The aftermath of Sandy is still with us.  We have sunny, but cool days and the winds off the trailing cold fronts are at times brisker than what we experienced during Sandy. We will stay put for a few more days until the winds and waves subside. The weather gives us a good opportunity to visit the old city of Savannah. We take the local bus into town with our folding bikes in the convenient exterior racks.  Once we get into the city and obtain tourist maps, we take off on our bikes through the historic neighborhoods.  The city plait contains square neighborhoods with central parks and side streets in orderly fashion.  Savannah is unique in the south as it was never attacked during the Civil War.  Instead, Gen. Sherman stopped just short of Savannah in his March to the Sea, claiming the city was too attractive to level. The antebellum homes, parks enhanced with monuments and fountains, and the rows of moss draped live oaks are enchanting. 
A charming Savannah home now converted to an inn
The Forsyth Fountain in the historic district of Savannah

We weave through various neighborhoods to the river front where we find four story rehabilitated warehouses, now occupied by shops and restaurants, along a new brick river walk.   
Looking past a rehabbed warehouse to the river front

We stop along the waterfront docks to chat with a boat that did the Charleston to Savannah passage with us; finally we get to meet this Australian circumnavigator in person.  We end our day of tourism with dinner at a waterfront restaurant.  When this warehouse was remodeled into the current restaurant, they found a map of Sherman’s March to the Sea drawn on the wall by the officers that were billeted there. This portion of the wall is now under glass and climate controlled, and we marvel at the opportunity to see history at such close range.   

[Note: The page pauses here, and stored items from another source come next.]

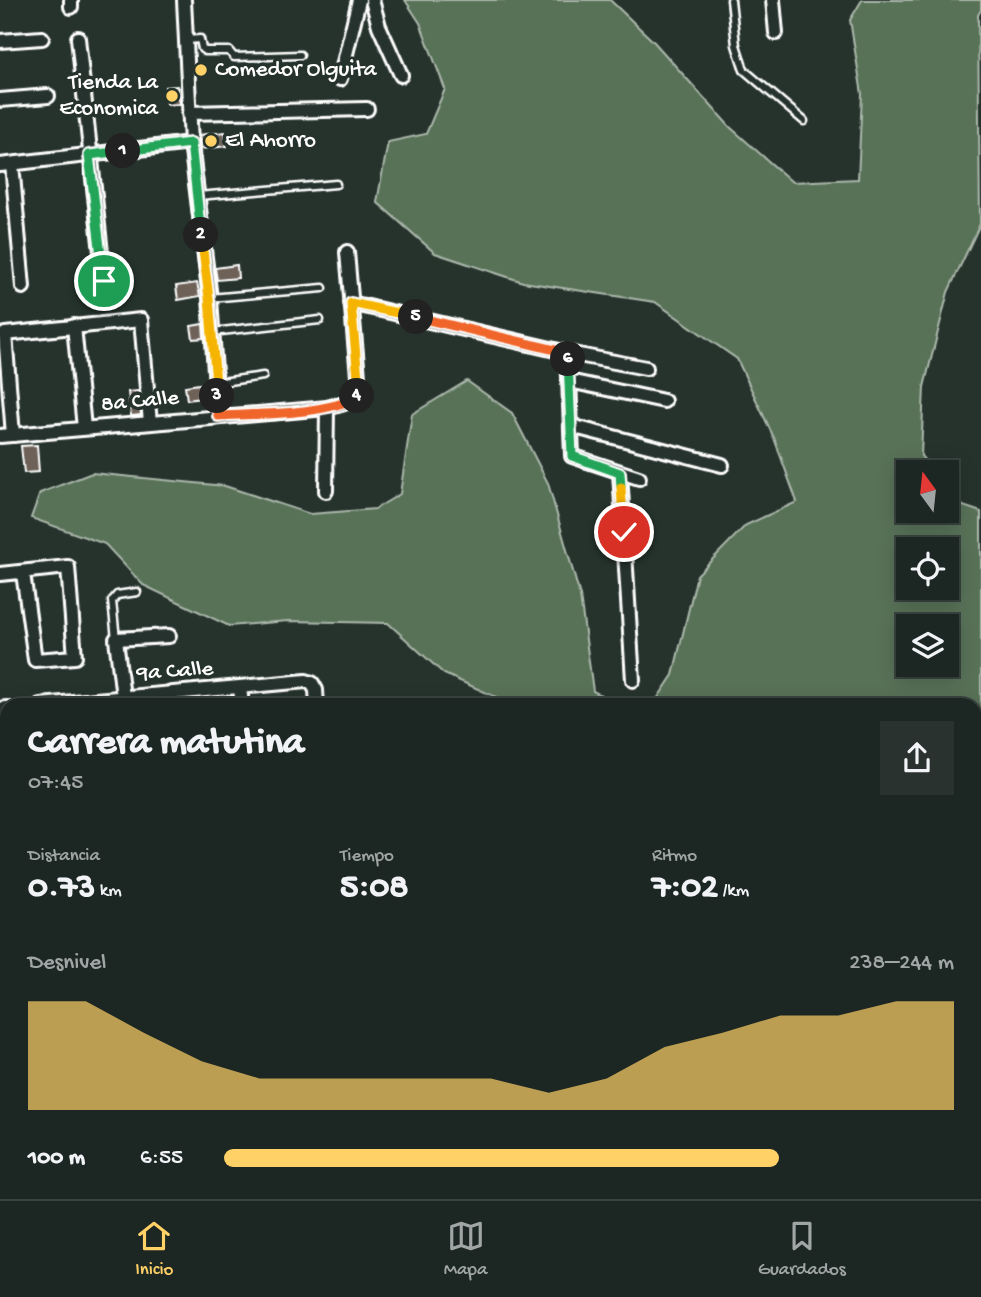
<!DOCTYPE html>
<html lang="es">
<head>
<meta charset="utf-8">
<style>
	body { margin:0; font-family:"Gochi Hand",sans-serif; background:#29322f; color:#f1f3f6; height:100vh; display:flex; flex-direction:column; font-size:26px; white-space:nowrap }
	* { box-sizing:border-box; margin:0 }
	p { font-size:23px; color:#a0a5a5 }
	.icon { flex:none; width:38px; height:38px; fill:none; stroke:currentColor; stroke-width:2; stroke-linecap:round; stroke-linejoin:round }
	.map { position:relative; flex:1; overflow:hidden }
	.side { position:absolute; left:0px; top:698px; width:982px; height:502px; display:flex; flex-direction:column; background:#1c2622; border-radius:21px 21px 0 0; box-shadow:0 4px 18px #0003,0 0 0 2px #3a4340 }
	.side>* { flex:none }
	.needle { width:46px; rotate:345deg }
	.buttons { position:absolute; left:896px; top:460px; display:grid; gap:14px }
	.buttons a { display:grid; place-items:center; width:63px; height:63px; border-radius:0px; background:#1c2622; box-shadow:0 4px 18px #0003,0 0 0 2px #3a4340; font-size:35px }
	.pin { position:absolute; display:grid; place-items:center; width:60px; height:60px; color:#fff; margin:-30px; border:4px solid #fff; border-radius:50%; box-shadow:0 2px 7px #0007 }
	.km { position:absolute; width:35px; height:35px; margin:-18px; border-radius:50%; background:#222; color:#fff; font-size:19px; line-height:35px; text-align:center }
	.round { display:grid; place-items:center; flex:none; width:74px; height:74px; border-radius:0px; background:#29322f }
	.overview { display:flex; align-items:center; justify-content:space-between; height:119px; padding:0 28px }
	h1 { font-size:38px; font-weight:700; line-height:52px }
	.metrics { display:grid; grid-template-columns:repeat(3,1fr); gap:10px; height:119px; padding:7px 28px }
	.metrics div { display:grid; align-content:center }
	.metrics b { font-size:35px; font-weight:700 }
	.metrics small { font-size:19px; font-weight:400 }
	.metrics p { font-size:19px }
	.chart { height:196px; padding:14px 28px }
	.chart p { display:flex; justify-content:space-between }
	.chart svg { width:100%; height:126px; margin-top:7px; fill:#ffd166; opacity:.7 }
	ul { padding:0 28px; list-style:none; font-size:23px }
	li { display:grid; grid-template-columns:112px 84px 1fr; align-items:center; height:52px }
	li i { height:18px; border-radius:9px; background:#ffd166 }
	.dock { display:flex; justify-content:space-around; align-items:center; height:98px; border-top:2px solid #3a4340; background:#1c2622; font-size:19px; color:#a0a5a5 }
	.dock a { display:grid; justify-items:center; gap:4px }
	.dock .on { color:#ffd166 }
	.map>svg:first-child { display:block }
	.green { fill:#587258; stroke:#acb8ac; stroke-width:2; fill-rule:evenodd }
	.building { fill:#6e6259; stroke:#fff; stroke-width:2 }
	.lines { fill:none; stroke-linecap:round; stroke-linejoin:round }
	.service-casing { stroke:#fff; stroke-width:11 }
	.minor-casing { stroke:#fff; stroke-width:18 }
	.service { stroke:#26332d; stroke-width:6 }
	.minor { stroke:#26332d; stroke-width:12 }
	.split-1-casing { stroke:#fff; stroke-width:14 }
	.split-2-casing { stroke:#fff; stroke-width:14 }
	.split-3-casing { stroke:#fff; stroke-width:14 }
	.split-4-casing { stroke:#fff; stroke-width:14 }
	.split-5-casing { stroke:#fff; stroke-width:14 }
	.split-6-casing { stroke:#fff; stroke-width:14 }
	.split-7-casing { stroke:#fff; stroke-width:14 }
	.split-8-casing { stroke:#fff; stroke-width:14 }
	.split-1 { stroke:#22a559; stroke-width:9 }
	.split-2 { stroke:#22a559; stroke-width:9 }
	.split-3 { stroke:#f5b400; stroke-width:9 }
	.split-4 { stroke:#f0652b; stroke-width:9 }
	.split-5 { stroke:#f5b400; stroke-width:9 }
	.split-6 { stroke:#f0652b; stroke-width:9 }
	.split-7 { stroke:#22a559; stroke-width:9 }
	.split-8 { stroke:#f5b400; stroke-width:9 }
	.poi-dot { fill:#ffd166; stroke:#26332d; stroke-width:2.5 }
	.labels { text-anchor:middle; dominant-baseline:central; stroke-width:7; stroke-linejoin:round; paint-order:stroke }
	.poi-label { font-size:23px; fill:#fff; stroke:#26332d; text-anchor:start }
	.street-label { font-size:23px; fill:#fff; stroke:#26332d }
</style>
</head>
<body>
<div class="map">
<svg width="981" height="1199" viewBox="0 0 981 1199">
	<rect width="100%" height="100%" fill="#26332d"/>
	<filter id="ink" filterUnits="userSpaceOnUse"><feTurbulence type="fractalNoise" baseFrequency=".0143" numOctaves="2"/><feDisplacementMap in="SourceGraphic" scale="14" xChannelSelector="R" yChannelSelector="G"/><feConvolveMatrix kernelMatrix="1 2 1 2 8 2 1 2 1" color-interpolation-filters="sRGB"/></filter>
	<g filter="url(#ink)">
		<g class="green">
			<path d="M405,0h205l44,42 76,85 62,55 66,-3 4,-85 -12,-74 12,-20h119v10l-3,5 2,209 -32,68 -24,95 -3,69 13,16h-26v39h39v-24l16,19 18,6v269l-6,7v-83h-322l20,-30 24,-100 49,-50 51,-23 -23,-64 -37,-79 -82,-57 -132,-20 -88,-29 -58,-51 11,-60 38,-8 19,-45 -25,-66zM908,550h39v38h-39zM908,626h39v39h-39z"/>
			<polygon points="467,381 512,413 548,483 580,596 593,691 620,705 514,705 444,674 388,623 288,621 229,626 143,585 105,544 31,518 40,493 92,473 225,486 310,514 375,509 400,494 412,414"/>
			<polygon points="7,1034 7,1186 0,1185 0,1035"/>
			<polygon points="52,1194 534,1194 536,1199 50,1199"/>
			<polygon points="672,1194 928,1194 927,1199 674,1199"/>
		</g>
		<g class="building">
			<polygon points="177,86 180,104 167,105 165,87"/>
			<polygon points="225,132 227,146 201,149 199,135"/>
			<polygon points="237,265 238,278 217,280 215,268"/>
			<polygon points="197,283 200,296 178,300 176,286"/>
			<polygon points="203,324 204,338 193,339 191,326"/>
			<polygon points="207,383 208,397 187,400 185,386"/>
			<polygon points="138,391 141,415 131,416 128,392"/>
			<polygon points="37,445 39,472 24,473 21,446"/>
		</g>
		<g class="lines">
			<defs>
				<g id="service">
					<polyline points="731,0 736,45 744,70 804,121"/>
					<polyline points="187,40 200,39 202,49 205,51 229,51 234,57 300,55"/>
					<polyline points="198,196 336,184"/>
					<polyline points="210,298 323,288"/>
					<polyline points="212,332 320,320"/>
					<polyline points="215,383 263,376"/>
					<polyline points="116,639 112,601 117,595 137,592"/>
				</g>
				<g id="minor">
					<polyline points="71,0 71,7"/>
					<polyline points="184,0 191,143 210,298 218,416"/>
					<polyline points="372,0 379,26 401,75"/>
					<polyline points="773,0 776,33"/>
					<polyline points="78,38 104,281"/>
					<polyline points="0,41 42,38"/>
					<polyline points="340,79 359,0"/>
					<polyline points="0,100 48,96"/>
					<polyline points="189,113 367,109"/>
					<polyline points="12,164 23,287"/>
					<polyline points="0,165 191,143"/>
					<polyline points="351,303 568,353 646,368"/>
					<polyline points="74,326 84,428"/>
					<polyline points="568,353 572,456 639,478"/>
					<polyline points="569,381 664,401"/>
					<polyline points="571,426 722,465"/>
					<polyline points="13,435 5,334 141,320 150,423"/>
					<path d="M0,436l327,-28c14,-4 28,-5 32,-20l-12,-136"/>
					<polyline points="620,473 633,680"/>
					<polyline points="326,491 327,408"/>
					<polyline points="0,574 68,567 75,657 35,660 23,573"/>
					<polyline points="240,688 242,705"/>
					<polyline points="123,697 116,639 169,636"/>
					<polyline points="40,705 306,681 312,683 316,690 317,705"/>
					<polyline points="0,709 7,708"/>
					<polyline points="0,931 5,966"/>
					<polyline points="975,974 981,976"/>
					<polyline points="975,1094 981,1071"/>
					<polyline points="975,1105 981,1165"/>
					<polyline points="578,1194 579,1199"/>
					<polyline points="979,1199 981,1187"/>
				</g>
			</defs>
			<use href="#service" class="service-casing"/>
			<use href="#minor" class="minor-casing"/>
			<use href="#service" class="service"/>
			<use href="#minor" class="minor"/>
		</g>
	</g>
	<g class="lines" filter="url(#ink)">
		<defs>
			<polyline id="split-1" points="104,281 89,155 123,151"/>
			<polyline id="split-2" points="123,151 191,143 201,235"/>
			<polyline id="split-3" points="201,235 209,298 217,396"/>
			<path id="split-4" d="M217,396l1,20c35,-2 112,-1 139,-20"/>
			<polyline id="split-5" points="357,396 359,388 351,303 416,317"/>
			<polyline id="split-6" points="416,317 568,353 568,359"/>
			<polyline id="split-7" points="568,359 572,456 620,473 621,487"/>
			<polyline id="split-8" points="621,487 624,532"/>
		</defs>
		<use href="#split-1" class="split-1-casing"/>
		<use href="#split-2" class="split-2-casing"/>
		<use href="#split-3" class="split-3-casing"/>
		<use href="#split-4" class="split-4-casing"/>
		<use href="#split-5" class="split-5-casing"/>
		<use href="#split-6" class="split-6-casing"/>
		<use href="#split-7" class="split-7-casing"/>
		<use href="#split-8" class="split-8-casing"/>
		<use href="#split-1" class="split-1"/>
		<use href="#split-2" class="split-2"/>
		<use href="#split-3" class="split-3"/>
		<use href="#split-4" class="split-4"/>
		<use href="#split-5" class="split-5"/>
		<use href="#split-6" class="split-6"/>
		<use href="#split-7" class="split-7"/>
		<use href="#split-8" class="split-8"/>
	</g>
	<g class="poi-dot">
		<circle cx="201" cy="70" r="7"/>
		<circle cx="172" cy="96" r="7"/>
		<circle cx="211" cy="141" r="7"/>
	</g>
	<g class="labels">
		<g class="poi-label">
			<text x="215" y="70">Comedor Olguita</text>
			<text x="158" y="83" text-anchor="end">Tienda La<tspan x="158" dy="26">Economica</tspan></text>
			<text x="225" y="141">El Ahorro</text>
		</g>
		<g class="street-label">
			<text transform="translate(140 402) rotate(-5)">8a Calle</text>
			<text transform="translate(175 672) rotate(-4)">9a Calle</text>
		</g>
	</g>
</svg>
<div class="buttons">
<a><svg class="needle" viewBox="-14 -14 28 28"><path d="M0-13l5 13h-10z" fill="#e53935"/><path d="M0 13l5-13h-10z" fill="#a0a5a5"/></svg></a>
<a><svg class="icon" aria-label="locate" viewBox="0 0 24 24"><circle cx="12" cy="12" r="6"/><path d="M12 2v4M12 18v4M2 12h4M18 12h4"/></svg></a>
<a><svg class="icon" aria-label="layers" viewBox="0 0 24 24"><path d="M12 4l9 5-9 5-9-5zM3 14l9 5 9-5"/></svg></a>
</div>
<div class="pin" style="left:104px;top:281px;background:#1e9e55"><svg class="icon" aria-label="arrive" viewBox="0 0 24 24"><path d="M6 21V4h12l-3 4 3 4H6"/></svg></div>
<div class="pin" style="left:624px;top:532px;background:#d93025"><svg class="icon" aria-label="check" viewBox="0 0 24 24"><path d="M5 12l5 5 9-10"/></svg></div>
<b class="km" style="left:123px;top:151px">1</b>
<b class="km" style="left:201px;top:235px">2</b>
<b class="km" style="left:217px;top:396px">3</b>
<b class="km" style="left:357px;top:396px">4</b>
<b class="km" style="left:416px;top:317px">5</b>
<b class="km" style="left:568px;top:359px">6</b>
<section class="side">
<div class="overview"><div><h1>Carrera matutina</h1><p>07:45</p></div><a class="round"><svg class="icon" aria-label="share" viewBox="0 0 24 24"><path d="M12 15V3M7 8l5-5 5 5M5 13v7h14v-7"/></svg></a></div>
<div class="metrics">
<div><p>Distancia</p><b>0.73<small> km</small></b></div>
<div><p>Tiempo</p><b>5:08</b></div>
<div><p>Ritmo</p><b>7:02<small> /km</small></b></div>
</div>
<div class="chart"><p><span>Desnivel</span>238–244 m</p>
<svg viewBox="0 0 160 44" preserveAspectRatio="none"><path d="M0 44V6L10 6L20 17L30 27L40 33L50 33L60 33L70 33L80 33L90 38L100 33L110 22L120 17L130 11L140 11L150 6L160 6V44z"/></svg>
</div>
<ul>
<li><b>100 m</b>6:55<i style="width:76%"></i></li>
</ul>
</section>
</div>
<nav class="dock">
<a class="on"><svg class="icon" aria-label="home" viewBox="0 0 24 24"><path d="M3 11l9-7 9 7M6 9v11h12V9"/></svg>Inicio</a>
<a><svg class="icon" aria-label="map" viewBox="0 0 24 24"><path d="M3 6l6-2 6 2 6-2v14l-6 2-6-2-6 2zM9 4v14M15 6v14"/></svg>Mapa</a>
<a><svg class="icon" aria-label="saved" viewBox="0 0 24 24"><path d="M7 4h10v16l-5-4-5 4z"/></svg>Guardados</a>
</nav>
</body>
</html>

We hope to leave shortly for an ocean passage from Savannah to St. Augustine, a distance of 120 nm, but the weather situation will be the controlling factor.  Many boats have resumed their southern migration down the waterway, but the Georgia and north Florida sections of the ICW have many shoal areas, and, with our deep keel, we will have a much easier and safer trip if we stick to the ocean.  And, meanwhile, we think of those people up and down the coast who have been confronted with so much devastation.  When you travel the coast so intimately, Sandy and its repercussions seem much more vivid.